D'autres scientifiques ont un point de vue différent sur l'origine du syndrome. Ils la considèrent acquise et expliquent leur opinion par l'apparition de symptômes pathologiques chez l'adulte. Le syndrome acquis se produit sous l'influence de facteurs exogènes. Chez un nouveau-né malade, le crâne peut avoir une structure normale sans anomalies osseuses ni hypoplasie.

  1. Blessure à la naissance avec dommages au crâne et au cerveau,
  2. L'effet du liquide céphalo-rachidien sur les parois de la moelle épinière,
  3. Toute blessure à la tête,
  4. Croissance rapide du cerveau dans des conditions de croissance lente des os du crâne.

Les symptômes de la pathologie depuis longtemps sont absents chez les patients, puis apparaissent soudainement sous l'influence de facteurs provoquants: virus, traumatismes crâniens, stress.

L'omission des principales structures cérébrales vers les vertèbres cervicales bloque l'écoulement du liquide céphalorachidien de l'espace sous-arachnoïdien dans le canal rachidien. Cela conduit à des changements discirculatoires. La liqueur, qui continue d'être synthétisée et ne coule nulle part, s'accumule dans le cerveau.
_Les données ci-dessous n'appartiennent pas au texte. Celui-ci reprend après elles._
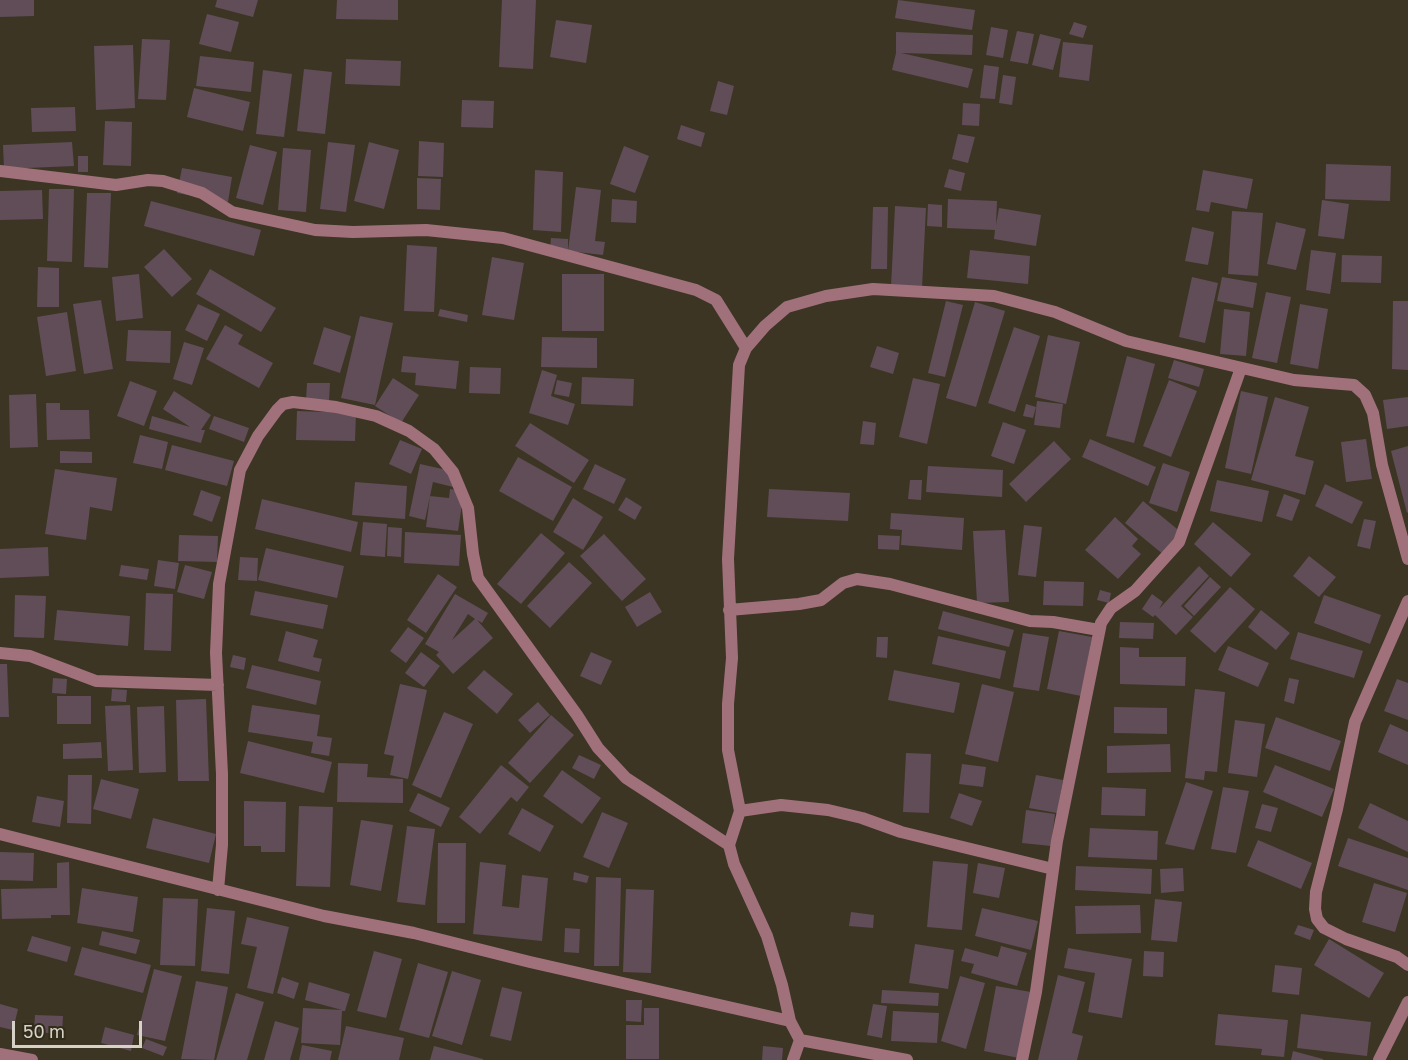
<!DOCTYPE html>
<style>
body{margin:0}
#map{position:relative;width:1408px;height:1060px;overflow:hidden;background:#3c3524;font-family:"Golos Text",sans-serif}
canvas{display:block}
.scale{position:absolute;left:12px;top:1021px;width:130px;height:27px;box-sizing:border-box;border:3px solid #d6d2c7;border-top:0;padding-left:8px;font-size:18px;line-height:21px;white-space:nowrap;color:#d6d2c7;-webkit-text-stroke:4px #312b1a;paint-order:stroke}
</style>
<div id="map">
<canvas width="1408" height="1060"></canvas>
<div class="scale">50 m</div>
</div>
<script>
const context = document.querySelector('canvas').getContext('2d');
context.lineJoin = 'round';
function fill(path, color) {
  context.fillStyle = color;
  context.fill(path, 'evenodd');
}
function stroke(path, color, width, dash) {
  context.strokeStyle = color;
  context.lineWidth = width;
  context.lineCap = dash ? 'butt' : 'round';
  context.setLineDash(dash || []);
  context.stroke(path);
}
fill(new Path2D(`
 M0,0H34V16L0,17Z
 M217,0H258L253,17L215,7Z
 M337,0H398V20L336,19Z
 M502,0H536L533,69L499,67Z
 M898,0L975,10L972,30L895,18Z
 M207,14L239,22L231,52L199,44Z
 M556,20L592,25L586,63L550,57Z
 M1074,22L1087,26L1083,38L1069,34Z
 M991,27L1008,30L1003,58L986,55Z
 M1017,31L1034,34L1028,64L1010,61Z
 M896,32L973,35L972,55L901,53L973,69L968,88L892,70L896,53Z
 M1040,34L1061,39L1053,70L1032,65Z
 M142,39L170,40L166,100L138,99Z
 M1063,42L1093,45L1089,81L1059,77Z
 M133,45L135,108L96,110L94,46Z
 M200,56L254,62L251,92L196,86Z
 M346,59L401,61L400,86L345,84Z
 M984,65L999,67L995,99L980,98Z
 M304,69L332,72L325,134L297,131Z
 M263,70L292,74L284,137L256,134Z
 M1003,75L1016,77L1012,105L999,103Z
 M718,81L734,86L727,115L710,111Z
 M194,88L250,102L243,131L187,117Z
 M462,100L494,101L493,128L461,127Z
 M963,103L980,104L979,126L962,125Z
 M75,107L76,131L32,132L31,108Z
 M105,121L132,122L131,166L103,165Z
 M681,125L705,133L701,147L677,139Z
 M958,134L975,137L968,163L952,159Z
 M419,141L444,143L443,177L418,176Z
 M72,142L74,166L4,169L3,145Z
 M328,142L355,145L346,212L320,209Z
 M369,142L399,150L384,209L354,201Z
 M250,145L277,152L263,205L236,198Z
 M624,146L649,156L635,193L610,184Z
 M283,148L311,150L306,212L278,210Z
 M78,156H88V172H78Z
 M1326,164L1391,166L1390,201L1325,199Z
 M182,168L232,177L228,202L177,193Z
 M949,169L965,173L961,191L944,187Z
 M535,170L563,172L561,232L533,230Z
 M1203,170L1253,179L1247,209L1211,202L1209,212L1196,210Z
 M417,178L441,179L440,210L417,209Z
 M576,187L601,190L595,241L605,242L603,255L568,251Z
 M49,189H74L72,262L47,261Z
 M42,190L43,219L0,220V191Z
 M87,193H111L108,268L84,267Z
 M612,199L637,201L636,223L611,222Z
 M948,199L997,201L996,225L999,208L1041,215L1036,246L994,239L995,230L947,228Z
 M1322,200L1349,204L1344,239L1318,236Z
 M151,201L261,230L254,256L144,226Z
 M928,204L942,205V227L927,226Z
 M895,206L926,208L922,288L891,287Z
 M873,207H888L887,269H871Z
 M1232,211L1263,213L1258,276L1228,274Z
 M1276,222L1306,229L1296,270L1267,264Z
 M1192,227L1214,232L1208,265L1185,261Z
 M551,238L568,239V249H550Z
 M407,245L437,247L434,312L404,311Z
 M164,249L192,279L172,297L144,267Z
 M970,250L1030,256L1028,284L967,278Z
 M1311,250L1336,253L1330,294L1306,290Z
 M1342,255L1382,256L1381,283L1341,282Z
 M492,257L524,263L514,320L482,315Z
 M38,267L59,268V307H37Z
 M210,269L276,308L261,332L196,294Z
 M139,274L143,318L116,321L112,277Z
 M562,274H604V331H562Z
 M1192,277L1218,283L1205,343L1179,337Z
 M1222,277L1257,283L1253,308L1217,301Z
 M1266,292L1291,297L1277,363L1252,358Z
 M101,300L113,369L84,374L73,304Z
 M946,301L963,305L945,377L928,373Z
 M1393,301H1408V370L1392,369Z
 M975,302L1005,311L976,407L946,398Z
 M198,304L220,314L207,341L185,330Z
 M1300,304L1328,309L1318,369L1290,364Z
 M440,309L468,315L467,322L438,316Z
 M1224,309L1250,312L1246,356L1220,354Z
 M67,312L76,371L46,376L37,317Z
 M360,316L393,323L375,405L341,398Z
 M225,325L243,335L238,344L273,363L259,388L206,359Z
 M324,327L351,336L340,373L313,364Z
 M1014,327L1040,336L1015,412L988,403Z
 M128,330L171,331L170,363L126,361Z
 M1048,335L1080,342L1066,404L1035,397Z
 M542,337L597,338V368L541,367Z
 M184,342L204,348L192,385L173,379Z
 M877,346L899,353L893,374L870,367Z
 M403,356L459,361L456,389L415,385L416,373L401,372Z
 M1127,356L1155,364L1134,443L1106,436Z
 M1174,360L1204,369L1199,387L1168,378Z
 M470,367L501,368L500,394L469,393Z
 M542,370L557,375L551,396L575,404L568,425L529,413Z
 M582,377L634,379L633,406L581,404Z
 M393,378L419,395L401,423L375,406Z
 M913,378L940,384L927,444L899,437Z
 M557,380L572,383L569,397L554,394Z
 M1169,380L1197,391L1171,457L1143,446Z
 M130,381L157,391L144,426L117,416Z
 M307,383H330L329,401L306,400Z
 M174,391L211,415L201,430H205L201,443L149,429L152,416L190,427L163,409Z
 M1241,391L1268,397L1251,474L1225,468Z
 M36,394L38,447L10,448L9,395Z
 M1275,397L1309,407L1295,456L1314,461L1305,495L1251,480Z
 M1408,397V426L1387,429L1383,400Z
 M1037,401L1063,404L1060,428L1034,425Z
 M46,403H60V410H89L90,439L47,440Z
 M1026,404L1036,407L1033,418L1023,416Z
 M297,411L356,413L355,441L296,440Z
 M214,416L249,428L244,442L209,429Z
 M863,421L876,423L874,445L860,444Z
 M1003,422L1026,430L1014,464L991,456Z
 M530,423L589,460L574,483L515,446Z
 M140,435L168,442L162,469L133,463Z
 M1090,439L1156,467L1148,486L1082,457Z
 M1366,439L1372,479L1346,482L1341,442Z
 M400,440L422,449L411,474L389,464Z
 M1054,441L1071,459L1026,502L1009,484Z
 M172,445L234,461L227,486L165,470Z
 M1408,446V512L1407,513L1391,451Z
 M60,451L92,452V463H60Z
 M518,457L572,487L553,521L499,491Z
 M1163,463L1190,472L1177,512L1149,503Z
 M420,464L456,472L453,487L433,482L425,520L409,516Z
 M595,464L626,479L614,504L583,489Z
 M928,466L1003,470L1002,497L926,492Z
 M55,469L117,478L112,511L90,507L86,540L45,534Z
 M910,480H922L921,500L908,499Z
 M1217,480L1269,491L1262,522L1210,511Z
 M355,482L407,486L405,519L352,515Z
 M1325,484L1363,502L1352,524L1315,506Z
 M450,489L464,491L458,531L426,527L430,496L449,498Z
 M769,489L850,493L848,521L767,517Z
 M201,490L221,497L212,522L193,515Z
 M1284,494L1300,500L1292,521L1276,516Z
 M626,497L642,507L635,520L618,510Z
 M573,498L603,517L583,550L553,532Z
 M262,499L358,522L351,552L255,529Z
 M1143,501L1182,533L1164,555L1125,523Z
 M891,513L964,518L962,550L901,545L902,530L890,529Z
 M1115,517L1138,539L1132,546L1141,554L1118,579L1085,550Z
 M1364,519L1376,521L1370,549L1357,546Z
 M363,522L387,524L385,557L360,555Z
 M1213,522L1251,554L1231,577L1194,544Z
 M1024,525L1042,527L1036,577L1018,575Z
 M388,527L402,528L401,557L387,556Z
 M1005,530L1009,602L977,603L973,531Z
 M405,532L461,535L459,566L404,563Z
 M541,533L565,553L521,604L497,584Z
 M604,534L646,579L622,601L580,556Z
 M179,535L218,536L217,562L178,561Z
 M878,535L900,536L899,550L878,549Z
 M48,547L49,576L0,578V549Z
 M266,548L344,566L337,598L258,580Z
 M1309,556L1336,577L1319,597L1293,576Z
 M240,557L258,558L257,581L238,580Z
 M158,560L179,563L175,589L154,586Z
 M569,562L592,583L550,628L527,606Z
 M121,565L149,569L147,580L119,576Z
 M185,565L212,572L204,599L177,592Z
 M1199,566L1209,576L1181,606L1193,617L1176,635L1155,615L1153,617L1142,609L1152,594L1163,602L1159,609Z
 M438,574L457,587L426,633L407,620Z
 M1210,577L1221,587L1194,616L1184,606Z
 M1044,581L1084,582L1083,606L1043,605Z
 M1230,587L1255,609L1215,653L1190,631Z
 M1100,590L1111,593L1109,603L1097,600Z
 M255,591L328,605L323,629L250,615Z
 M650,592L662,612L637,627L625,607Z
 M146,593L173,594L171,651L144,650Z
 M455,594L488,613L482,623L477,620L493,638L453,674L436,655L439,652L425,644ZM468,614L475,619L452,640Z
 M15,595L46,596L44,638L14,637Z
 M1324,595L1381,615L1370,644L1314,623Z
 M57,610L130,616L128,646L54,640Z
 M1261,610L1290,633L1276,650L1248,627Z
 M943,611L1014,630L1009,647L938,629Z
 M1120,622L1154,623L1153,639L1119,638Z
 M408,627L424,638L406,663L390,651Z
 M286,631L318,640L313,657L322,659L319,672L278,661Z
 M1059,631L1092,637L1081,696L1047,689Z
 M1298,632L1363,651L1354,678L1290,659Z
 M1023,633L1049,637L1039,691L1013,687Z
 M938,636L1006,651L1000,679L932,664Z
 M877,637H888L887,658L876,657Z
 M1228,646L1269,663L1258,687L1218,670Z
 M1120,647L1139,648V657H1186L1185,686L1120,684Z
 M421,652L440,666L424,687L405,673Z
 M591,652L612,661L601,685L580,676Z
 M233,655L246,658L244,670L230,667Z
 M0,664H7L9,717H0Z
 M252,665L321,681L316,705L246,688Z
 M484,670L513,694L497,714L467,688Z
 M894,670L960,683L954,713L888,700Z
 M53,678L67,679L66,694L52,693Z
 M1289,678L1299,680L1294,704L1284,701Z
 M1397,679L1408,683V720L1384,711Z
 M400,684L427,690L408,779L390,775L394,756L384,754Z
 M982,684L1014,692L998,762L965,754Z
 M112,689L127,690L126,702L111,701Z
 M1195,689L1225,692L1217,772L1205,771L1204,780L1185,778Z
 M57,696H91V724H57Z
 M206,699L209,781H178L176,700Z
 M538,702L550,715L530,733L518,720Z
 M130,705L133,770L108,771L105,706Z
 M252,705L320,715L317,736L332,738L329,756L311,753L313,742L248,732Z
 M164,706L166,772L139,773L137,707Z
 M1114,707L1167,708V734L1114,733Z
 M444,712L473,724L441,798L412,785Z
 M551,715L574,735L530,783L508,763Z
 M1276,717L1341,741L1330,771L1265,748Z
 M1235,720L1265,724L1257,777L1228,773Z
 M1390,724L1408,732V765L1378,752Z
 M248,741L332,762L324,793L240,773Z
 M101,742L102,758L63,759V744Z
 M1170,744L1171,772L1107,773V746Z
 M906,753L931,754L929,813L903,812Z
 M579,755L601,765L594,779L572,768Z
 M338,763L368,764L367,777L403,779V803L337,802Z
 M962,764L986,767L983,787L959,784Z
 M501,765L529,787L517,802L511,797L480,834L459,817Z
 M1275,765L1334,789L1322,817L1263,792Z
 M562,770L601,798L582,824L543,796Z
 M68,775H92L91,824L67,823Z
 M1036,775L1063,780L1057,813L1029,808Z
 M101,779L139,789L131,819L93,809Z
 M1186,782L1213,791L1194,850L1165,844Z
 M1102,787L1146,789L1145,816L1101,815Z
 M1223,787L1249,791L1236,853L1211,849Z
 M418,793L450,808L441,827L409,811Z
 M959,793L982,801L972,826L950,818Z
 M37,796L64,801L60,827L32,822Z
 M244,801L286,802L285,852H261V846H244Z
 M1370,803L1408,821V852L1358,828Z
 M1262,804L1278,808L1271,832L1255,828Z
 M299,806L333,807L330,887L296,886Z
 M522,808L554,826L540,852L508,834Z
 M1026,810L1055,814L1051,846L1022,843Z
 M602,812L628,823L609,868L583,857Z
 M153,818L216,834L209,863L146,848Z
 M361,820L393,825L381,891L350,885Z
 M407,826L435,829L425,905L397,902Z
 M1090,828L1158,831L1157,860L1088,857Z
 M1348,838L1408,858V890L1338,866Z
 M1258,840L1312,863L1301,889L1247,866Z
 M438,843H466L465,923H437Z
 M0,852L34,853L33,881L0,880Z
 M933,861L968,864L962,930L927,927Z
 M69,862L70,915H51V918L2,919L1,889L57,888V863Z
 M480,862L506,865L502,906L519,908L522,875L548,878L542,941L473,934Z
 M978,863L1005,868L999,898L973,893Z
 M1076,866L1152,869L1151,894L1075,890Z
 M1183,868L1184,891L1161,893L1160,869Z
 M574,872L589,876L587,883L573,880Z
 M596,877L621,878L619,966H594Z
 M1374,883L1407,893L1395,932L1362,922Z
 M82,888L138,897L133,932L77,923Z
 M626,889L654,890L651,973L623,972Z
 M163,898L198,899L195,966L160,965Z
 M1155,899L1182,902L1177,942L1151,940Z
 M1140,905L1141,933L1076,934L1075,906Z
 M207,908L235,911L229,974L201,971Z
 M982,908L1038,921L1031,950L975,936Z
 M851,912L874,915L873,928L849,926Z
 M247,917L289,927L273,994L247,988L257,947L241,944Z
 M1298,925L1314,930L1310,940L1294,934Z
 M565,928L580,929L579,953L564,952Z
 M102,931L140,940L136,954L99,945Z
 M32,936L71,947L67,962L27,951Z
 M1329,939L1384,973L1369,998L1314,965Z
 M915,944L954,950L948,989L909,983Z
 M1001,946L1027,953L1017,986L971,973L974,964L961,961L965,948L998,957Z
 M82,947L151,965L143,993L74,975Z
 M1068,948L1132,959L1122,1018L1088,1012L1095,973L1064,968Z
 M374,951L402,959L386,1018L357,1011Z
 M1144,951L1164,952L1163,977L1143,976Z
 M418,963L448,972L429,1038L399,1030Z
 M1275,965L1302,968L1299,995L1272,992Z
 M154,969L182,976L165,1041L137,1035Z
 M452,971L481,980L462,1045L432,1036Z
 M1058,975L1085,982L1072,1033L1083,1036L1077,1060H1038Z
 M960,976L985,983L966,1049L941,1041Z
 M282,977L299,983L294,999L277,993Z
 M196,981L228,987L214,1060L181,1059Z
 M309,982L350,994L345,1011H342L340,1045L301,1043L303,1008L342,1010L305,1000Z
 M996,986L1031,992L1019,1058L984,1051Z
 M502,987L522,992L511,1041L490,1036Z
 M882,990L939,993L938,1006L881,1003Z
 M236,993L264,1002L247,1060H216Z
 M626,1000H642L641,1022L626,1021Z
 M0,1004L18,1009L13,1030L0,1027Z
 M873,1004L887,1006L882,1038L867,1035Z
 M644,1008H659V1059H626V1025H644Z
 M893,1011L939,1013L937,1043L891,1041Z
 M1218,1014L1288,1020L1284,1057L1261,1055L1262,1049L1215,1045Z
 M1301,1014L1371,1022L1367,1056L1297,1048Z
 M35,1015L63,1016L62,1034L34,1032Z
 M275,1021L299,1028L290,1060H264Z
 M346,1026L404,1038L399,1060H338Z
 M105,1027L134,1035L131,1051L101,1043Z
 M146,1039L167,1047L163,1056L142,1048Z
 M302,1045L332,1051L330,1060H299Z
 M434,1046L483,1059V1060H430Z
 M763,1046L783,1048L782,1060H762Z
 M1293,1051L1323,1059V1060H1291Z`), '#604d57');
stroke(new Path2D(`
 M0,171L116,185L148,180L163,181L202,193L232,212L315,230L353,232L426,230L503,238L696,290L716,300L746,348
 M1408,601L1355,722L1337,809L1316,892L1315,909L1317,919L1324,928L1346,939L1397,957L1408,965
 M729,610L799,604L821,600L843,583L857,579L890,584L1030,621L1053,622L1099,630
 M0,653L30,656L96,681L218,685
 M740,811L781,805L828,810L862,818L901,832L1053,869
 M0,834L324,916L414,933L530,962L790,1021
 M218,890L222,845V774L216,653L219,584L240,470L258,436L277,410L283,404L293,402L336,407L376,416L409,431L434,449L453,472L468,508L473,554L478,578L577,715L598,748L626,778L729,845
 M800,1040L790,1021L782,985L767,936L734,864L729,845L740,811L728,750V704L732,658L728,559L739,365L746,348L765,326L787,307L826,296L873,289L994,296L1055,312L1126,341L1294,380L1354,385L1365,395L1373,413L1382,465L1408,559
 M793,1060L800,1040L907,1060
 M1022,1060L1036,992L1057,841L1101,623L1111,608L1135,591L1179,542L1241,368
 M1379,1060L1408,1002`), '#a1717b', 12);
stroke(new Path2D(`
 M0,1054L32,1060`), '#a1717b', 12);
</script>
Le scientifique Chiari en 1891 a identifié quatre types d'anomalies:

  • I - la sortie des éléments structurels du cerveau au-delà de la fosse crânienne postérieure, en raison du sous-développement du tissu osseux dans cette zone. Ce type se manifeste cliniquement chez l'adulte.

la sortie des structures cérébelleuses au-delà du tractus gastro-intestinal avec une anomalie de type 1

  • II - violations de l'embryogenèse, conduisant à la localisation des structures du cervelet et de la moelle oblongue sous le grand foramen occipital.

Syndrome d'Arnold-Chiari de type II

  • III - ectopie des structures cérébrales en direction caudale avec formation d'encéphaloméningocèle.

Anomalie de type III

  • IV - le cervelet sous-développé ne bouge pas et ne s'étend pas au-delà du crâne. Puisqu'il n'y a pas de protrusion herniaire du cerveau, ce type de syndrome est absent dans la classification moderne.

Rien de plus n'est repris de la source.